• **The records**:

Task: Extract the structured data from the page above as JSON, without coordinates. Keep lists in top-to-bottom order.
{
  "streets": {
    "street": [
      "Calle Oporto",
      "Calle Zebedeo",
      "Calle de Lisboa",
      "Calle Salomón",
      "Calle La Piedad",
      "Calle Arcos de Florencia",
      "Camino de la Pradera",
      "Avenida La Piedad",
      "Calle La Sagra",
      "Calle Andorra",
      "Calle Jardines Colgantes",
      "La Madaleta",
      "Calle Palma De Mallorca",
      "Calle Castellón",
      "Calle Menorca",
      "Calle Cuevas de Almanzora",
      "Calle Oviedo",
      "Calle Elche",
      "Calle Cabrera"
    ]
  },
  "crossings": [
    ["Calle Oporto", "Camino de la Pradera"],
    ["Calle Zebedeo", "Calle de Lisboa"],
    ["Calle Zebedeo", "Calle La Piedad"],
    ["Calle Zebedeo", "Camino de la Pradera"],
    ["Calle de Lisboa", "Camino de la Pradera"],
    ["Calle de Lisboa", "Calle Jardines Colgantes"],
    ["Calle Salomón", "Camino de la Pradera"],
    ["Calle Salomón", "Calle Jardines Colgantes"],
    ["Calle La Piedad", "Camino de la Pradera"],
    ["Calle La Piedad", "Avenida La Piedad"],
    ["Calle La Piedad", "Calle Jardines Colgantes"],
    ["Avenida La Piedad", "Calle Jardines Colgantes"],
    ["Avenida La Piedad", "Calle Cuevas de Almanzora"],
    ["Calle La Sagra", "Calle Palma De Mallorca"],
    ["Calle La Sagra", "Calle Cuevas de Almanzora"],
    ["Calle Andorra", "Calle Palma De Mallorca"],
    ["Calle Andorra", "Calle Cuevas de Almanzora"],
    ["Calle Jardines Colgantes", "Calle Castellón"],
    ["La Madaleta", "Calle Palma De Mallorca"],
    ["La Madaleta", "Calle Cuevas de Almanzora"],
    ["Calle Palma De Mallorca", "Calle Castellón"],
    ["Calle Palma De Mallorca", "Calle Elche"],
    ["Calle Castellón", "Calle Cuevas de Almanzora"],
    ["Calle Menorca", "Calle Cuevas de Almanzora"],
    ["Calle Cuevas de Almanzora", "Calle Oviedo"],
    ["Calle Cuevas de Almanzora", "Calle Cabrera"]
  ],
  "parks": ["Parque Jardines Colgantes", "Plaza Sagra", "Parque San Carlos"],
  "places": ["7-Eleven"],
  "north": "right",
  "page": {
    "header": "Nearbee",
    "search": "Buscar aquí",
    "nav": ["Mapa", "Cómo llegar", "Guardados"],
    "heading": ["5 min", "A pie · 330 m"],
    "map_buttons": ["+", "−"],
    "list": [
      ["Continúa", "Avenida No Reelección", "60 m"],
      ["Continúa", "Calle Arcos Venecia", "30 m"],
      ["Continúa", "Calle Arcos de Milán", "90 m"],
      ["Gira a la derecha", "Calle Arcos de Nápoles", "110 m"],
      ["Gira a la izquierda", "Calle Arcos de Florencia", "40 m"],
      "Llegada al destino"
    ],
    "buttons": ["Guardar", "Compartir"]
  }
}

• **Work to be completed**:
Line by line, print the listing above exactly.

• **Completed exercise**:
Task: Extract the structured data from the page above as JSON, without coordinates. Keep lists in top-to-bottom order.
{
  "streets": {
    "street": [
      "Calle Oporto",
      "Calle Zebedeo",
      "Calle de Lisboa",
      "Calle Salomón",
      "Calle La Piedad",
      "Calle Arcos de Florencia",
      "Camino de la Pradera",
      "Avenida La Piedad",
      "Calle La Sagra",
      "Calle Andorra",
      "Calle Jardines Colgantes",
      "La Madaleta",
      "Calle Palma De Mallorca",
      "Calle Castellón",
      "Calle Menorca",
      "Calle Cuevas de Almanzora",
      "Calle Oviedo",
      "Calle Elche",
      "Calle Cabrera"
    ]
  },
  "crossings": [
    ["Calle Oporto", "Camino de la Pradera"],
    ["Calle Zebedeo", "Calle de Lisboa"],
    ["Calle Zebedeo", "Calle La Piedad"],
    ["Calle Zebedeo", "Camino de la Pradera"],
    ["Calle de Lisboa", "Camino de la Pradera"],
    ["Calle de Lisboa", "Calle Jardines Colgantes"],
    ["Calle Salomón", "Camino de la Pradera"],
    ["Calle Salomón", "Calle Jardines Colgantes"],
    ["Calle La Piedad", "Camino de la Pradera"],
    ["Calle La Piedad", "Avenida La Piedad"],
    ["Calle La Piedad", "Calle Jardines Colgantes"],
    ["Avenida La Piedad", "Calle Jardines Colgantes"],
    ["Avenida La Piedad", "Calle Cuevas de Almanzora"],
    ["Calle La Sagra", "Calle Palma De Mallorca"],
    ["Calle La Sagra", "Calle Cuevas de Almanzora"],
    ["Calle Andorra", "Calle Palma De Mallorca"],
    ["Calle Andorra", "Calle Cuevas de Almanzora"],
    ["Calle Jardines Colgantes", "Calle Castellón"],
    ["La Madaleta", "Calle Palma De Mallorca"],
    ["La Madaleta", "Calle Cuevas de Almanzora"],
    ["Calle Palma De Mallorca", "Calle Castellón"],
    ["Calle Palma De Mallorca", "Calle Elche"],
    ["Calle Castellón", "Calle Cuevas de Almanzora"],
    ["Calle Menorca", "Calle Cuevas de Almanzora"],
    ["Calle Cuevas de Almanzora", "Calle Oviedo"],
    ["Calle Cuevas de Almanzora", "Calle Cabrera"]
  ],
  "parks": ["Parque Jardines Colgantes", "Plaza Sagra", "Parque San Carlos"],
  "places": ["7-Eleven"],
  "north": "right",
  "page": {
    "header": "Nearbee",
    "search": "Buscar aquí",
    "nav": ["Mapa", "Cómo llegar", "Guardados"],
    "heading": ["5 min", "A pie · 330 m"],
    "map_buttons": ["+", "−"],
    "list": [
      ["Continúa", "Avenida No Reelección", "60 m"],
      ["Continúa", "Calle Arcos Venecia", "30 m"],
      ["Continúa", "Calle Arcos de Milán", "90 m"],
      ["Gira a la derecha", "Calle Arcos de Nápoles", "110 m"],
      ["Gira a la izquierda", "Calle Arcos de Florencia", "40 m"],
      "Llegada al destino"
    ],
    "buttons": ["Guardar", "Compartir"]
  }
}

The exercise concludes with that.